→ **WHAT YOU HAVE TO DO**: How many lines below contain the word "anchor"? Give only the number.

→ **EXERCISE INPUT**:
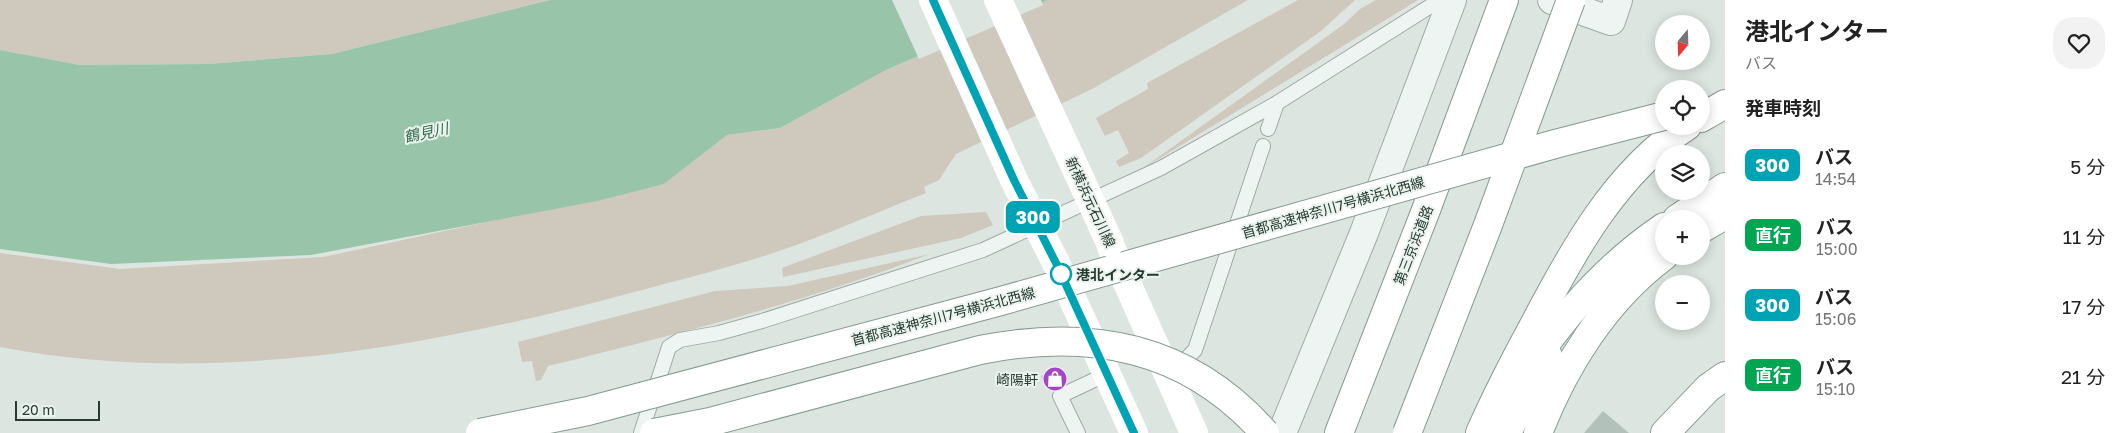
<!DOCTYPE html>
<html lang="ja">
<head>
<meta charset="utf-8">
<style>
	:root { --surface:#fff; --page:#f2f2f2; --text:#222; --muted:#767676 }
	body { margin:0; font-family:"Golos Text","Noto Sans JP",sans-serif; background:var(--page); color:var(--text); height:100vh; display:flex; flex-direction:column; font-size:19px; white-space:nowrap }
	* { box-sizing:border-box; margin:0 }
	p { font-size:16px; color:var(--muted) }
	.icon { flex:none; width:28px; height:28px; fill:none; stroke:currentColor; stroke-width:2; stroke-linecap:round; stroke-linejoin:round }
	.map { position:relative; flex:1; overflow:hidden }
	.side { display:flex; flex-direction:column; background:var(--surface); width:400px }
	.side>* { flex:none }
	.badge { padding:0 10px; border-radius:8px; font-size:18px; line-height:32px }
	.needle { width:32px; rotate:199deg }
	.tools { position:absolute; left:1655px; top:15px; display:grid; gap:10px }
	.tools a { display:grid; place-items:center; width:55px; height:55px; border-radius:50%; background:var(--surface); box-shadow:0 2px 12px #0003; font-size:25px }
	.scale { position:absolute; left:15px; bottom:12px; width:85px; box-sizing:border-box; padding-left:5px; border:2px solid #263a31; border-top:0; font-size:14px; line-height:18px; white-space:nowrap; color:#263a31; -webkit-text-stroke:4px #ebf3ef; paint-order:stroke }
	.map>.badge { position:absolute; translate:-50% -50%; box-shadow:0 0 0 2px #fff }
	h2 { padding:0 20px; font-size:19px; line-height:45px }
	.round { display:grid; place-items:center; flex:none; width:52px; height:52px; border-radius:20px; background:var(--page) }
	.headline { display:flex; align-items:center; justify-content:space-between; height:85px; padding:0 20px }
	h1 { font-size:24px; font-weight:700; line-height:38px }
	ul { padding:0; list-style:none }
	li { display:flex; align-items:center; gap:15px; height:70px; padding:0 20px }
	li div { flex:1 }
	li b { display:block; font-size:19px }
	li em { font-style:normal }
	li .badge { min-width:55px; font-weight:700; text-align:center }
	main { display:flex; flex:1; min-height:0 }
	.map>svg:first-child { display:block }
	.green { fill:#cfc8bd }
	.water { fill:#98c4aa }
	.pier { fill:#dce5e0 }
	.building { fill:#b3c1bb }
	.lines { fill:none; stroke-linecap:round; stroke-linejoin:round }
	.lane-casing { stroke:#9eaba4; stroke-width:16 }
	.street-casing { stroke:#9eaba4; stroke-width:30 }
	.highway-casing { stroke:#849b90; stroke-width:30 }
	.lane { stroke:#eef4f1; stroke-width:14 }
	.street { stroke:#eef4f1; stroke-width:28 }
	.secondary { stroke:#fff; stroke-width:28 }
	.highway { stroke:#fff; stroke-width:28 }
	.highway-bridge-casing { stroke:#849b90; stroke-width:30; stroke-linecap:butt }
	.secondary-bridge { stroke:#fff; stroke-width:28 }
	.highway-bridge { stroke:#fff; stroke-width:28 }
	.line-casing { stroke:#fff; stroke-width:11 }
	.line { stroke:#00a3b4; stroke-width:8 }
	.stop-dot { fill:#fff; stroke:#00a3b4; stroke-width:2.5 }
	.labels { text-anchor:middle; dominant-baseline:central; stroke-width:4; stroke-linejoin:round; paint-order:stroke }
	.street-label { font-size:14px; fill:#263a31; stroke:#ebf3ef }
	.stop-label { font-size:14px; font-weight:bold; fill:#263a31; stroke:#ebf3ef; text-anchor:start }
	.poi-label { font-size:14px; fill:#263a31; stroke:#ebf3ef; text-anchor:end }
	.water-label { font-size:15px; font-style:italic; fill:#336c4d; stroke:#ebf3ef }
</style>
</head>
<body>
<main>
<div class="map">
<svg width="1725" height="433" viewBox="0 0 1725 433">
	<rect width="100%" height="100%" fill="#dce5e0"/>
	<g class="green">
		<polygon points="0,0 550,0 332,54 208,64 80,65 0,50"/>
		<path d="M 1048,0 L 1248,0 L 1092,89 L 956,154 L 939,180 L 924,187 L 926,193 C 877,212 829,234 779,251 C 729,268 678,280 627,294 C 425,348 209,387 0,347 L 0,253 L 120,269 L 323,257 L 664,184 L 727,135 L 780,128 L 886,70 Z"/>
		<polygon points="1298,0 1355,0 1321,31 1141,158 1119,167 1116,161 1129,153 1118,130 1105,136 1096,118 1148,89 1147,83"/>
		<polygon points="1376,0 1418,0 1139,171 1343,25 1360,9"/>
		<polygon points="986,212 993,225 961,238 783,277 782,268 921,216"/>
		<path d="M 930,254 C 806,302 677,334 548,366 L 541,380 L 536,381 L 532,361 L 522,362 L 518,342 L 715,291 L 788,286 Z"/>
	</g>
	<polygon class="water" points="550,0 1048,0 886,70 780,128 727,135 664,184 597,201 311,255 111,264 0,249 0,50 80,65 208,64 332,54"/>
	<polygon class="pier" points="892,0 1041,0 1043,5 919,59"/>
	<g class="building">
		<polygon points="1060,367 1068,382 1049,391 1041,376"/>
		<polygon points="1603,411 1629,433 1584,433"/>
	</g>
	<g class="lines">
		<defs>
			<g id="lane">
				<polyline points="1268,129 1277,103"/>
				<polyline points="1172,364 1186,359 1195,350 1263,146"/>
				<polyline points="641,433 669,347 680,340 719,333 762,321 983,250 1161,168 1277,103 1440,0"/>
				<polyline points="1078,433 1060,396 1107,374"/>
			</g>
			<g id="street">
				<polyline points="1552,0 1611,21 1618,0"/>
				<polyline points="1282,433 1364,233 1452,0"/>
			</g>
			<g id="highway">
				<polyline points="1701,118 1725,104"/>
				<polyline points="1677,219 1725,187"/>
				<polyline points="1701,229 1725,215"/>
				<path d="M 1528,369 C 1565,313 1608,265 1664,227"/>
				<polyline points="1339,433 1426,210 1504,0"/>
				<path d="M 1480,433 C 1496,397 1514,362 1533,327 C 1571,254 1616,171 1687,126"/>
				<polyline points="1507,433 1532,381 1548,356"/>
				<path d="M 1538,433 C 1564,366 1605,300 1664,256"/>
				<polyline points="1665,433 1708,388 1725,376"/>
			</g>
		</defs>
		<use href="#lane" class="lane-casing"/>
		<use href="#street" class="street-casing"/>
		<use href="#highway" class="highway-casing"/>
		<use href="#lane" class="lane"/>
		<use href="#street" class="street"/>
		<g class="secondary">
			<polyline points="1111,247 1194,433"/>
			<polyline points="1056,263 1134,433"/>
		</g>
		<use href="#highway" class="highway"/>
		<defs>
			<g id="highway-bridge">
				<polyline points="480,433 588,411 1001,301 1555,144 1664,116"/>
				<path d="M 654,433 L 710,422 L 980,350 C 1090,328 1188,346 1265,433"/>
				<polyline points="1407,433 1488,225 1571,0"/>
			</g>
		</defs>
		<use href="#highway-bridge" class="highway-bridge-casing"/>
		<g class="secondary-bridge">
			<polyline points="933,0 1014,180 1056,263"/>
			<polyline points="998,0 1110,243"/>
		</g>
		<use href="#highway-bridge" class="highway-bridge"/>
	</g>
	<g class="lines">
		<defs>
			<polyline id="line" points="933,0 1014,180 1056,263 1134,433"/>
		</defs>
		<use href="#line" class="line-casing"/>
		<use href="#line" class="line"/>
	</g>
	<defs>
		<symbol id="shop-disc" viewBox="-11 -11 22 22"><circle r="9.5" fill="#a545c6" stroke="#ebf3ef"/><path d="M-5-2.5h2.3a2.7 3.5 0 0 1 5.4 0H5L5.5 6h-11ZM-1.5-2.5h3a1.5 2.3 0 0 0-3 0Z" fill="#fff"/></symbol>
	</defs>
	<g fill-rule="evenodd">
		<use href="#shop-disc" x="1041" y="365" width="28" height="28"/>
	</g>
	<circle class="stop-dot" cx="1061" cy="274" r="10"/>
	<g class="labels">
		<g class="street-label">
			<text transform="translate(1091 202) rotate(65)">新横浜元石川線</text>
			<text transform="translate(1333 207) rotate(-16)">首都高速神奈川7号横浜北西線</text>
			<text transform="translate(1413 245) rotate(-69)">第三京浜道路</text>
			<text transform="translate(943 316) rotate(-15)">首都高速神奈川7号横浜北西線</text>
		</g>
		<g class="stop-label">
			<text x="1076" y="274">港北インター</text>
		</g>
		<g class="poi-label">
			<text x="1038" y="379">崎陽軒</text>
		</g>
		<g class="water-label">
			<text transform="translate(426 132) rotate(-12)">鶴見川</text>
		</g>
	</g>
</svg>
<div class="tools">
<a><svg class="needle" viewBox="-14 -14 28 28"><path d="M0-13l5 13h-10z" fill="#e53935"/><path d="M0 13l5-13h-10z" fill="#767676"/></svg></a>
<a><svg class="icon" aria-label="locate" viewBox="0 0 24 24"><circle cx="12" cy="12" r="6"/><path d="M12 2v4M12 18v4M2 12h4M18 12h4"/></svg></a>
<a><svg class="icon" aria-label="layers" viewBox="0 0 24 24"><path d="M12 4l9 5-9 5-9-5zM3 14l9 5 9-5"/></svg></a>
<a>+</a>
<a>−</a>
</div>
<div class="scale">20 m</div>
<b class="badge" style="left:1033px;top:217px;background:#00a3b4;color:#fff">300</b>
</div>
<section class="side">
<div class="headline"><div><h1>港北インター</h1><p>バス</p></div><a class="round"><svg class="icon" aria-label="heart" viewBox="0 0 24 24"><path d="M12 20l-8-8c-3-5 5-10 8-4 3-6 11-1 8 4z"/></svg></a></div>
<h2>発車時刻</h2>
<ul>
<li><span class="badge" style="background:#00a3b4;color:#fff">300</span><div><b>バス</b><p>14:54</p></div><em>5 分</em></li>
<li><span class="badge" style="background:#00a651;color:#fff">直行</span><div><b>バス</b><p>15:00</p></div><em>11 分</em></li>
<li><span class="badge" style="background:#00a3b4;color:#fff">300</span><div><b>バス</b><p>15:06</p></div><em>17 分</em></li>
<li><span class="badge" style="background:#00a651;color:#fff">直行</span><div><b>バス</b><p>15:10</p></div><em>21 分</em></li>
</ul>
</section>
</main>
</body>
</html>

→ **EXERCISE SOLUTION**: 3